- [EXERCISE DIRECTIONS]: Leave every picture out and give back the lines below from the first through the line that holds "g.strokeStyle = halo;", exactly as written.
※
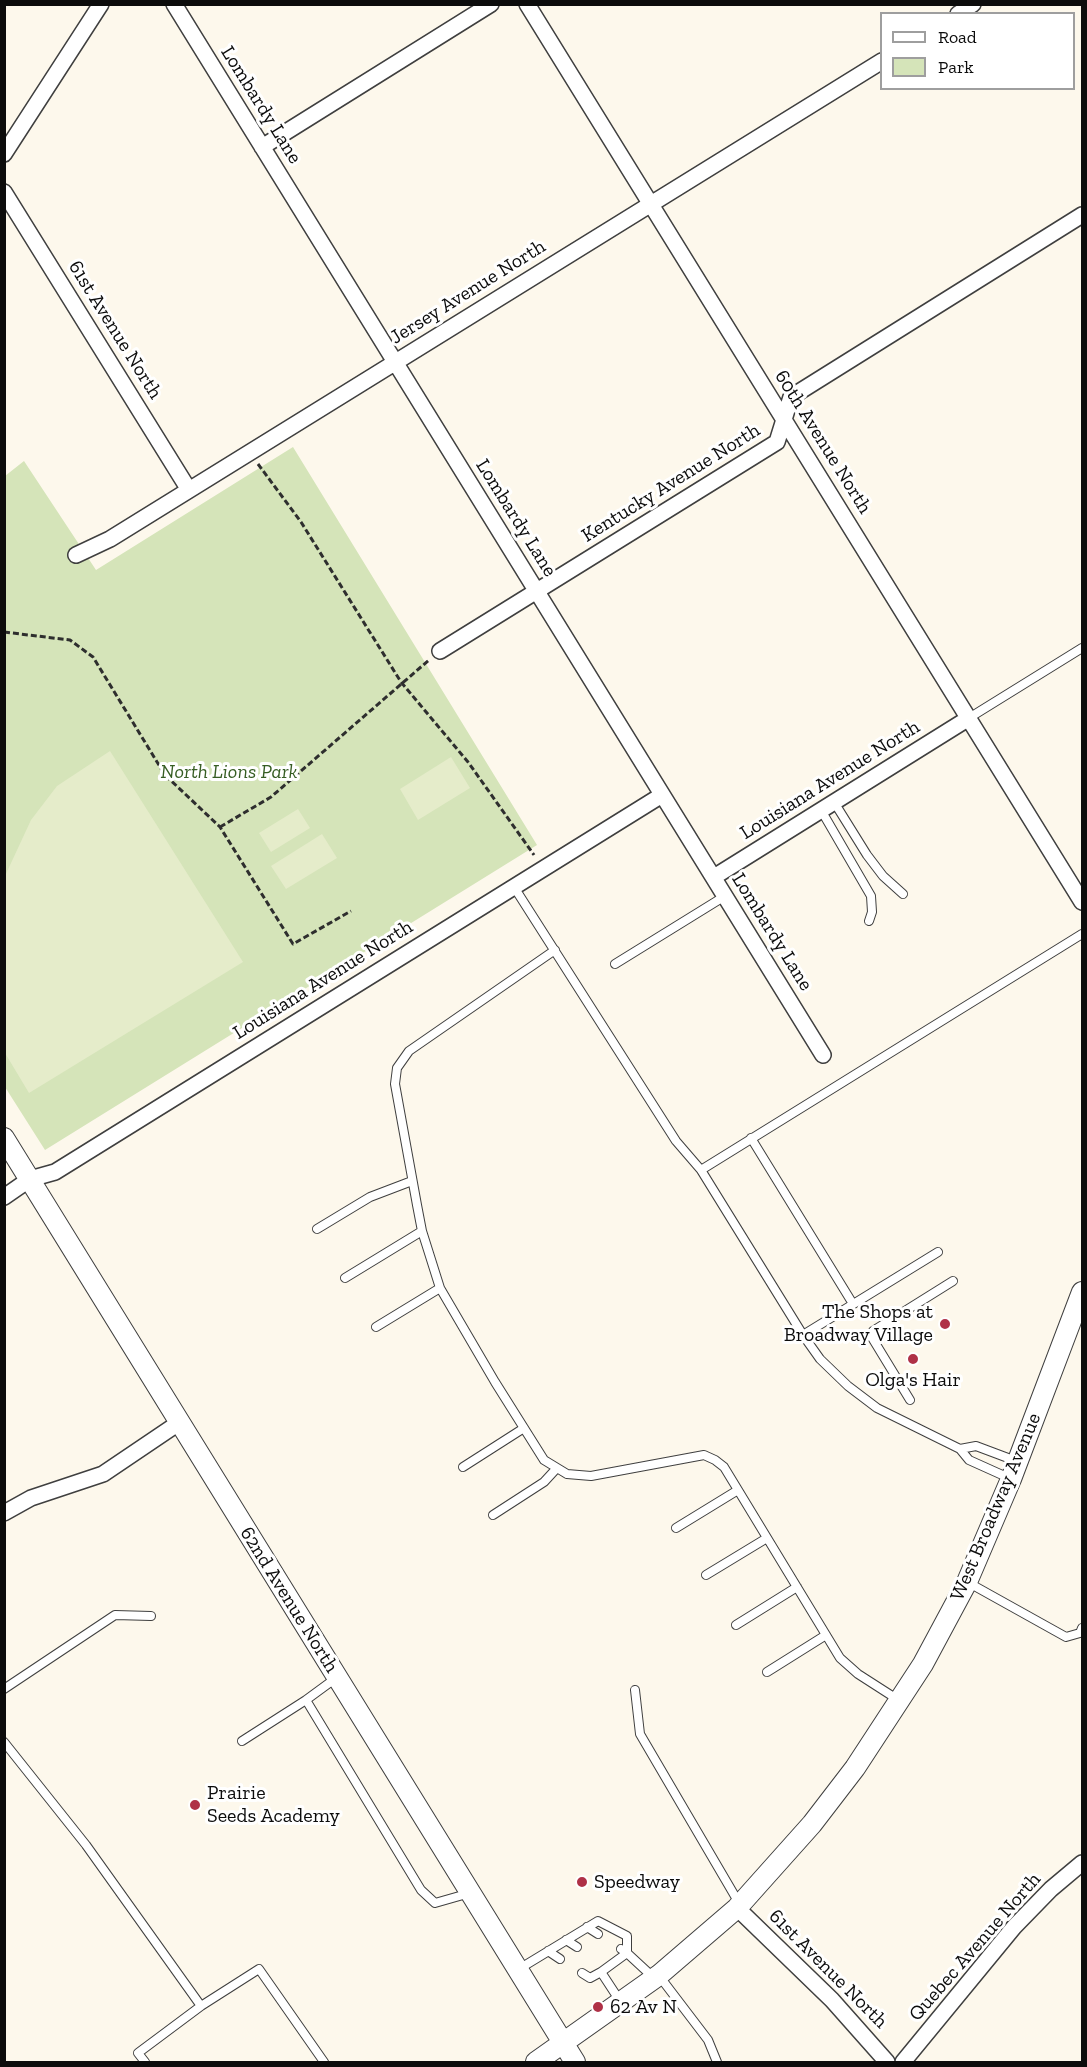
<!DOCTYPE html>
<html>
<head>
<meta charset="utf-8">
<style>
	body { margin:0 }
	#map { position:relative; width:1087px; height:2067px; overflow:hidden; background:#fdf8ec; font-family:"Zilla Slab",serif }
	canvas { display:block }
	.frame { position:absolute; inset:0; border:6px solid #0c0c0c; pointer-events:none }
	.legend { position:absolute; left:880px; top:12px; width:195px; height:78px; box-sizing:border-box; background:#fff; border:2px solid #9e9e9e; margin:0; padding:8px 10px; list-style:none; font-size:18px; color:#0c0c0c }
	.legend li { display:flex; align-items:center; gap:12px; height:30px }
	.legend b { width:30px; border:2px solid #9e9e9e }
</style>
</head>
<body>
<div id="map">
<canvas width="1087" height="2067"></canvas>
<div class="frame"></div>
<ul class="legend">
<li><b style="height:8px;background:#fff"></b>Road</li>
<li><b style="height:16px;background:#d5e4b9"></b>Park</li>
</ul>
</div>
<script>
const g = document.querySelector('canvas').getContext('2d');
g.lineJoin = 'round';
function paint(path, color) {
  g.fillStyle = color;
  g.fill(path, 'evenodd');
}
function shape(rows) {
  const path = new Path2D();
  for (const r of rows) {
    path.moveTo(r[0], r[1]);
    for (let i = 2; i < r.length; i += 2) path.lineTo(r[i], r[i + 1]);
  }
  return path;
}
function trace(path, color, width, dash) {
  g.strokeStyle = color;
  g.lineWidth = width;
  g.lineCap = dash ? 'butt' : 'round';
  g.setLineDash(dash || []);
  g.stroke(path);
}
function label(font, color, halo, rows, align = 'center') {
  g.font = font + ' "Zilla Slab",serif';
  g.lineWidth = 6;
  g.setLineDash([]);
  g.textBaseline = 'middle';
  g.strokeStyle = halo;
  g.fillStyle = color;
  for (const [text, x, y, turn = 0] of rows) {
    g.save();
    g.translate(x, y);
    g.rotate((+turn || 0) * Math.PI / 180);
    g.textAlign = isNaN(turn) ? turn : align;
    if (halo) g.strokeText(text, 0, 0);
    g.fillText(text, 0, 0);
    g.restore();
  }
}
paint(shape([
	[293,447,537,845,45,1150,5,1087,5,476,24,461,96,570]
]), '#d5e4b9');
paint(shape([
	[110,751,243,962,29,1093,5,1053,5,876,31,820,57,786],
	[451,757,470,788,418,820,400,789],
	[298,809,310,828,271,852,259,833],
	[322,834,337,858,286,889,271,866]
]), '#e5ecca');
const service = shape([
	[969,718,1082,648],
	[834,802,867,855,883,876,903,894],
	[821,810,871,896,872,912,869,921],
	[514,887,676,1141,701,1170,803,1335,820,1359,848,1386,877,1408,960,1449],
	[555,950,409,1051,397,1068,395,1084,417,1205,422,1231,440,1288,495,1382,544,1460,567,1474,591,1476,704,1455,715,1460,724,1467,738,1490,840,1658,858,1674,900,1701],
	[615,964,725,896],
	[751,1138,853,1304],
	[701,1170,1082,934],
	[317,1229,370,1197,412,1181],
	[345,1278,422,1231],
	[376,1327,440,1288],
	[803,1335,938,1252],
	[910,1400,871,1336,873,1331,953,1281],
	[463,1467,524,1428],
	[1009,1478,969,1460,960,1449,976,1446,1016,1461],
	[493,1515,544,1482,556,1469],
	[676,1528,738,1490],
	[706,1575,767,1538],
	[969,1583,1066,1637,1080,1633,1082,1628],
	[736,1625,797,1587],
	[767,1672,826,1635],
	[336,1678,306,1700,421,1890,435,1903,470,1893],
	[4,1689,115,1615,151,1616],
	[635,1690,640,1734,739,1903],
	[242,1741,306,1700],
	[4,1742,86,1845,201,2006,138,2053,145,2062],
	[587,1927,598,1934],
	[566,1940,577,1947],
	[548,1951,560,1959],
	[519,1969,598,1921,627,1936,627,1953,654,1978],
	[582,1973,590,1978,601,1972],
	[660,1977,708,2040,717,2062],
	[620,2001,601,1972,627,1953,621,1949],
	[201,2006,259,1969,324,2062]
]);
const minor = shape([
	[174,4,823,1055],
	[527,4,1082,902],
	[958,14,973,4],
	[262,147,491,4],
	[4,154,101,4],
	[4,192,189,490],
	[76,555,110,539,882,61],
	[440,651,777,442,791,397,1082,215],
	[714,877,969,718],
	[4,1197,30,1179,55,1172,662,795],
	[4,1513,31,1498,103,1474,180,1422],
	[737,1908,832,2000,887,2062],
	[903,2062,1014,1927,1051,1889,1082,1863]
]);
const tertiary = shape([
	[4,1138,575,2062],
	[536,2062,659,1975,737,1908,812,1824,855,1768,923,1664,967,1582,1011,1479,1082,1292]
]);
trace(service, '#3f3f3f', 10);
trace(minor, '#3f3f3f', 18);
trace(tertiary, '#3f3f3f', 22);
trace(shape([
	[258,464,301,522,401,682,468,762,534,855],
	[4,632,70,640,93,657,165,775,220,827,293,944,351,911],
	[220,827,271,797,429,660]
]), '#2e2e2e', 3, [6, 3]);
trace(service, '#fff', 8);
trace(minor, '#fff', 15);
trace(tertiary, '#fff', 20);
for (const [x, y, r, color] of [
	[945,1324,6,"#af3147"],
	[913,1359,6,"#af3147"],
	[195,1805,6,"#af3147"],
	[582,1882,6,"#af3147"],
	[598,2007,6,"#af3147"]
]) {
  const dot = new Path2D();
  dot.arc(x, y, r, 0, 2 * Math.PI);
  g.fillStyle = color;
  g.fill(dot);
  trace(dot, '#fff', 2);
}
label('20px', '#0c0c0c', '#fff', [
	["Lombardy Lane",261,105,58],
	["Jersey Avenue North",468,292,-32],
	["61st Avenue North",115,330,58],
	["60th Avenue North",823,442,58],
	["Kentucky Avenue North",671,483,-32],
	["Lombardy Lane",516,518,58],
	["Louisiana Avenue North",830,780,-32],
	["Lombardy Lane",772,932,58],
	["Louisiana Avenue North",323,980,-32],
	["West Broadway Avenue",996,1507,-67],
	["62nd Avenue North",289,1600,58],
	["Quebec Avenue North",975,1947,-49],
	["61st Avenue North",828,1969,45]
]);
label('italic 20px', '#365d23', '#fff', [
	["North Lions Park",229,772]
]);
label('20px', '#0c0c0c', '#fff', [
	["The Shops at",933,1312,"right"],
	["Broadway Village",933,1335,"right"],
	["Olga's Hair",913,1380,"center"],
	["Prairie",207,1793],
	["Seeds Academy",207,1816],
	["Speedway",594,1882],
	["62 Av N",610,2007]
], 'left');
</script>
</body>
</html>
※
- [REPLY TO THE EXERCISE]:
<!DOCTYPE html>
<html>
<head>
<meta charset="utf-8">
<style>
	body { margin:0 }
	#map { position:relative; width:1087px; height:2067px; overflow:hidden; background:#fdf8ec; font-family:"Zilla Slab",serif }
	canvas { display:block }
	.frame { position:absolute; inset:0; border:6px solid #0c0c0c; pointer-events:none }
	.legend { position:absolute; left:880px; top:12px; width:195px; height:78px; box-sizing:border-box; background:#fff; border:2px solid #9e9e9e; margin:0; padding:8px 10px; list-style:none; font-size:18px; color:#0c0c0c }
	.legend li { display:flex; align-items:center; gap:12px; height:30px }
	.legend b { width:30px; border:2px solid #9e9e9e }
</style>
</head>
<body>
<div id="map">
<canvas width="1087" height="2067"></canvas>
<div class="frame"></div>
<ul class="legend">
<li><b style="height:8px;background:#fff"></b>Road</li>
<li><b style="height:16px;background:#d5e4b9"></b>Park</li>
</ul>
</div>
<script>
const g = document.querySelector('canvas').getContext('2d');
g.lineJoin = 'round';
function paint(path, color) {
  g.fillStyle = color;
  g.fill(path, 'evenodd');
}
function shape(rows) {
  const path = new Path2D();
  for (const r of rows) {
    path.moveTo(r[0], r[1]);
    for (let i = 2; i < r.length; i += 2) path.lineTo(r[i], r[i + 1]);
  }
  return path;
}
function trace(path, color, width, dash) {
  g.strokeStyle = color;
  g.lineWidth = width;
  g.lineCap = dash ? 'butt' : 'round';
  g.setLineDash(dash || []);
  g.stroke(path);
}
function label(font, color, halo, rows, align = 'center') {
  g.font = font + ' "Zilla Slab",serif';
  g.lineWidth = 6;
  g.setLineDash([]);
  g.textBaseline = 'middle';
  g.strokeStyle = halo;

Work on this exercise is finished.